# skyLED anybody have one of these?



## 13razorbackfan (Sep 28, 2011)

Here are the specs on the 48" model.

462 bright white, blue, red LEDs
Total lumens 16632
Dimensions - 48"L x 3.5"W x 2"H
30% energy savings
Power 28W
Extendable bracket - 51" max length
Non-corrosive powder coated aluminum housing
Acrylic splash guard
Reflector
110V - 60Hz

I was going to get the reef bright from beamswork but everybody is out of stock and have no idea when they are getting more. As another person mentioned they have been selling well so maybe there is a backlog? Don't know. So I started looking around at other LED fixtures or rather ones that I could afford. I currently have a quad t5HO and want to maintain the same level of brightness or close to it.

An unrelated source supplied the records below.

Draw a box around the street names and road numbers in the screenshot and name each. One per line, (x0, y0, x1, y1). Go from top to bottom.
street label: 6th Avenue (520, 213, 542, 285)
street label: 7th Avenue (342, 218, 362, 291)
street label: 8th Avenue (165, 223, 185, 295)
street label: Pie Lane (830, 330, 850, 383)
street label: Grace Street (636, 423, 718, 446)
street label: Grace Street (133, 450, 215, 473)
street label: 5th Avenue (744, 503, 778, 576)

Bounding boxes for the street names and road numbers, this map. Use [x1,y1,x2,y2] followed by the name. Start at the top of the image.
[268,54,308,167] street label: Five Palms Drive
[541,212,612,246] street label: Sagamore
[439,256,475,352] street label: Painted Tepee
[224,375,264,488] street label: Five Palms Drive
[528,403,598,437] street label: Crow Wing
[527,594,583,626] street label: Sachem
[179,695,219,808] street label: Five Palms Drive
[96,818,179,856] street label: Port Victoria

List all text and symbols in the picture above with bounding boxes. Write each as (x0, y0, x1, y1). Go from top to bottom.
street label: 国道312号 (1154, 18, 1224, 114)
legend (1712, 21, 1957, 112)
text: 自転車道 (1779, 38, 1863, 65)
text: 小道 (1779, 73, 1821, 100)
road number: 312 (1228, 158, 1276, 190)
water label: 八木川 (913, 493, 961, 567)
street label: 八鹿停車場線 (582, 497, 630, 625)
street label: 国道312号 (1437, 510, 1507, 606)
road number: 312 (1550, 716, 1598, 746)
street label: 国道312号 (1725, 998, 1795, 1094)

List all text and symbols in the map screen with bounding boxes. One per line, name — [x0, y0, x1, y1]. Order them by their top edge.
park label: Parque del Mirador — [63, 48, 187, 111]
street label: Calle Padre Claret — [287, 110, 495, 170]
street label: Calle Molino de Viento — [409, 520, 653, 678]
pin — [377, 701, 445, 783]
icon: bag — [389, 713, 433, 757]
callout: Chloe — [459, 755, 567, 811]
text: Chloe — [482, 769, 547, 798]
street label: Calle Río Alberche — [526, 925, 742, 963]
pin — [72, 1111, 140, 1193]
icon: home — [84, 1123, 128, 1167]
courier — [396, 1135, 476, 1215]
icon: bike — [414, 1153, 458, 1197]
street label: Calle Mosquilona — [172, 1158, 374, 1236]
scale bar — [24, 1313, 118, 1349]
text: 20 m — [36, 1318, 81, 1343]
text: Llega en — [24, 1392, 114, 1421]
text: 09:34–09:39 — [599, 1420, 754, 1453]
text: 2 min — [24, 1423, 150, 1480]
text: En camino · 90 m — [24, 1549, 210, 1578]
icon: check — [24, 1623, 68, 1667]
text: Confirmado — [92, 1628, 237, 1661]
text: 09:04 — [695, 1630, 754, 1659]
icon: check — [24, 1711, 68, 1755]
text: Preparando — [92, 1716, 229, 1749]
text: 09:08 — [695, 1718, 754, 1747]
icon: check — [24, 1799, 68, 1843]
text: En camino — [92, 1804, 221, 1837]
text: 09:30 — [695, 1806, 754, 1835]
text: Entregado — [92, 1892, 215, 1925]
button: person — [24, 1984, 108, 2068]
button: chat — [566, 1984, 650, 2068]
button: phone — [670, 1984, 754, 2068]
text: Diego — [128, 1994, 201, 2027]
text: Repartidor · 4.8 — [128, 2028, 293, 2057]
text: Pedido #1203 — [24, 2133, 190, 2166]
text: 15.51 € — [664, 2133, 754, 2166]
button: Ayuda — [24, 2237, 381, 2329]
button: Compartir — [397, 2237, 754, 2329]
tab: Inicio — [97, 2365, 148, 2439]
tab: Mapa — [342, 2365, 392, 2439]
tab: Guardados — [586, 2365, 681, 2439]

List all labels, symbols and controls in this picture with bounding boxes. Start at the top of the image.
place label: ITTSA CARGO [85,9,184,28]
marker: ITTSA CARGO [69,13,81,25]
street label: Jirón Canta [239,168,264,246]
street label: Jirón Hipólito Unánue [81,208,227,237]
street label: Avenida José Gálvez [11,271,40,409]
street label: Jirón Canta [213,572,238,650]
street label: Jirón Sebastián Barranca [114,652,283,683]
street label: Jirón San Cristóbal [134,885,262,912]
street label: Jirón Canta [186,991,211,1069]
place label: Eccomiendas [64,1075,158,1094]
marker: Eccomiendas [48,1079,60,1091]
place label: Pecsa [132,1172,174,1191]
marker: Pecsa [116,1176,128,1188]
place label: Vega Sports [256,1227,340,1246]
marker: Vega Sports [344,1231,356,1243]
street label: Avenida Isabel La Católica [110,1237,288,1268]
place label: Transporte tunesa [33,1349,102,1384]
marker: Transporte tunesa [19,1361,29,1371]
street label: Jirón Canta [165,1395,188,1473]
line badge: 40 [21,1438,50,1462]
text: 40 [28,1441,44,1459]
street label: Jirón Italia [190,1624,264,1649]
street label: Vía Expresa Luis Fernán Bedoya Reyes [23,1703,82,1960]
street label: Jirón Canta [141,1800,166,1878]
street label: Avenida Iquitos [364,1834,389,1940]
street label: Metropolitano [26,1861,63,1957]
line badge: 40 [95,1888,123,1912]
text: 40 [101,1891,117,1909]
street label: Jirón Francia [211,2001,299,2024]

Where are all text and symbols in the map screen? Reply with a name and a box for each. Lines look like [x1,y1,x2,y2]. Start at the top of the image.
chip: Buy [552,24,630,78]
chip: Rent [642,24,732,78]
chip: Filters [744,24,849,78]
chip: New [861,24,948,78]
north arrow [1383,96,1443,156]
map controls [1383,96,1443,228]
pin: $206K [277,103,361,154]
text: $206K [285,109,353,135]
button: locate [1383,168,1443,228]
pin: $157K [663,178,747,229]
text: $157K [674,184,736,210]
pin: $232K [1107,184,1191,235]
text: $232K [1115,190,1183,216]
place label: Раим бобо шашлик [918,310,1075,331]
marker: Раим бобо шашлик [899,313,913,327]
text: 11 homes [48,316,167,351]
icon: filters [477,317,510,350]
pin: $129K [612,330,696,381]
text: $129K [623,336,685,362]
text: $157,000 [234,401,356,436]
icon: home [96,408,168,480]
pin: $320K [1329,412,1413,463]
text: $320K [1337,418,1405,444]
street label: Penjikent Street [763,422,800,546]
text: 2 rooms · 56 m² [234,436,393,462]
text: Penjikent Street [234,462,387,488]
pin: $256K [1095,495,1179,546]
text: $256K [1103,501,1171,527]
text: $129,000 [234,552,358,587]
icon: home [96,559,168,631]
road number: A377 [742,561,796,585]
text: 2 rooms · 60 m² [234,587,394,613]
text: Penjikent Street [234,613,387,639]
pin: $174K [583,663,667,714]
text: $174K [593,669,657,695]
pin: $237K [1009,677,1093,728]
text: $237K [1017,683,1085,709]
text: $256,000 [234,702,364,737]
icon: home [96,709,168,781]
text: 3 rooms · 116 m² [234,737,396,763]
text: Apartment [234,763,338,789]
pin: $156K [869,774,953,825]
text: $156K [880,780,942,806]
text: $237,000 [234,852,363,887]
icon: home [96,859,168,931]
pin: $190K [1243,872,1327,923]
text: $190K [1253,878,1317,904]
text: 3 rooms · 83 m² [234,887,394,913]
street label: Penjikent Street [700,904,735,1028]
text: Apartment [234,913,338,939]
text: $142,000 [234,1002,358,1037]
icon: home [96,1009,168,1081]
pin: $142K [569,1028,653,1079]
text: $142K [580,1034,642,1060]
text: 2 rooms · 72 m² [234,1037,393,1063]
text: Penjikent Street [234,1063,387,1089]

Just curious if anybody has heard of these units.


----------



## DrTenochtitlan (Jun 17, 2012)

Gotta say, it looks like a nice light on paper! I sent a couple of PM's with some links and reviews, and they were all positive.


----------



## 13razorbackfan (Sep 28, 2011)

DrTenochtitlan said:


> Gotta say, it looks like a nice light on paper! I sent a couple of PM's with some links and reviews, and they were all positive.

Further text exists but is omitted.